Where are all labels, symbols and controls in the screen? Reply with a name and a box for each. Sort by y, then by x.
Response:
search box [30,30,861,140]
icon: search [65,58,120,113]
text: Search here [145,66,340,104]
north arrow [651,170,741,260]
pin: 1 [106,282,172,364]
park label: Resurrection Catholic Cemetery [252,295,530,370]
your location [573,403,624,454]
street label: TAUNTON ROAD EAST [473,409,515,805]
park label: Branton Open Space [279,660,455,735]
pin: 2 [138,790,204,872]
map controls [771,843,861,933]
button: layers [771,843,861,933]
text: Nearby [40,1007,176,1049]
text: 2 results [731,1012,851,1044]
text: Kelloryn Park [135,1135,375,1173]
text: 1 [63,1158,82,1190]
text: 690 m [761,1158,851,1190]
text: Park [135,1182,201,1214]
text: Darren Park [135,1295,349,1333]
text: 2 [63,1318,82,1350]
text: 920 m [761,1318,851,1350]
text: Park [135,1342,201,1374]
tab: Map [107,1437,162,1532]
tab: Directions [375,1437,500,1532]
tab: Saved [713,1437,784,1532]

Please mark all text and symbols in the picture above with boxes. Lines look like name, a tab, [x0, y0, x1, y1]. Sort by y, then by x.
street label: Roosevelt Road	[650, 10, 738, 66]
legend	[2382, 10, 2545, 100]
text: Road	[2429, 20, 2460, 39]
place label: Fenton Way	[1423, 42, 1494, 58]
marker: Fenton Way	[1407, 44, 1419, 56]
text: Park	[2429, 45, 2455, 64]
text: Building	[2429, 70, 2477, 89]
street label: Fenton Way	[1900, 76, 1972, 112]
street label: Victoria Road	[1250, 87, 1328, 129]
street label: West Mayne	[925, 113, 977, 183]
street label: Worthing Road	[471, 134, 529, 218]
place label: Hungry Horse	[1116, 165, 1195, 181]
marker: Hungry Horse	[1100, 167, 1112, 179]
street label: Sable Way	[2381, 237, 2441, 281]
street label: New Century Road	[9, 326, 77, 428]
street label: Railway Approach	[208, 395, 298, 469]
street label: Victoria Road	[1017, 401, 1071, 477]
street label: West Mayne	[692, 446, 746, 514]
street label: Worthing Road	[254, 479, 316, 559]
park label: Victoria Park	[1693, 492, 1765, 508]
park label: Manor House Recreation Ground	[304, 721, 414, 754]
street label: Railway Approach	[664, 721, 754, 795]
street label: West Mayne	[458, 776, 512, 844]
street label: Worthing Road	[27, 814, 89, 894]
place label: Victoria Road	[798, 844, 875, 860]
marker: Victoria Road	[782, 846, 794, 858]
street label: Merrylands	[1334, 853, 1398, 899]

• _EXERCISE_
The reply must present every entry, transcribed with its exact wording.

• _ANSWER SECTION_
Where are all labels, symbols and controls in the screen? Reply with a name and a box for each. Sort by y, then by x.
Response:
search box [30,30,861,140]
icon: search [65,58,120,113]
text: Search here [145,66,340,104]
north arrow [651,170,741,260]
pin: 1 [106,282,172,364]
park label: Resurrection Catholic Cemetery [252,295,530,370]
your location [573,403,624,454]
street label: TAUNTON ROAD EAST [473,409,515,805]
park label: Branton Open Space [279,660,455,735]
pin: 2 [138,790,204,872]
map controls [771,843,861,933]
button: layers [771,843,861,933]
text: Nearby [40,1007,176,1049]
text: 2 results [731,1012,851,1044]
text: Kelloryn Park [135,1135,375,1173]
text: 1 [63,1158,82,1190]
text: 690 m [761,1158,851,1190]
text: Park [135,1182,201,1214]
text: Darren Park [135,1295,349,1333]
text: 2 [63,1318,82,1350]
text: 920 m [761,1318,851,1350]
text: Park [135,1342,201,1374]
tab: Map [107,1437,162,1532]
tab: Directions [375,1437,500,1532]
tab: Saved [713,1437,784,1532]

Please mark all text and symbols in the picture above with boxes. Lines look like name, a tab, [x0, y0, x1, y1]. Sort by y, then by x.
street label: Roosevelt Road	[650, 10, 738, 66]
legend	[2382, 10, 2545, 100]
text: Road	[2429, 20, 2460, 39]
place label: Fenton Way	[1423, 42, 1494, 58]
marker: Fenton Way	[1407, 44, 1419, 56]
text: Park	[2429, 45, 2455, 64]
text: Building	[2429, 70, 2477, 89]
street label: Fenton Way	[1900, 76, 1972, 112]
street label: Victoria Road	[1250, 87, 1328, 129]
street label: West Mayne	[925, 113, 977, 183]
street label: Worthing Road	[471, 134, 529, 218]
place label: Hungry Horse	[1116, 165, 1195, 181]
marker: Hungry Horse	[1100, 167, 1112, 179]
street label: Sable Way	[2381, 237, 2441, 281]
street label: New Century Road	[9, 326, 77, 428]
street label: Railway Approach	[208, 395, 298, 469]
street label: Victoria Road	[1017, 401, 1071, 477]
street label: West Mayne	[692, 446, 746, 514]
street label: Worthing Road	[254, 479, 316, 559]
park label: Victoria Park	[1693, 492, 1765, 508]
park label: Manor House Recreation Ground	[304, 721, 414, 754]
street label: Railway Approach	[664, 721, 754, 795]
street label: West Mayne	[458, 776, 512, 844]
street label: Worthing Road	[27, 814, 89, 894]
place label: Victoria Road	[798, 844, 875, 860]
marker: Victoria Road	[782, 846, 794, 858]
street label: Merrylands	[1334, 853, 1398, 899]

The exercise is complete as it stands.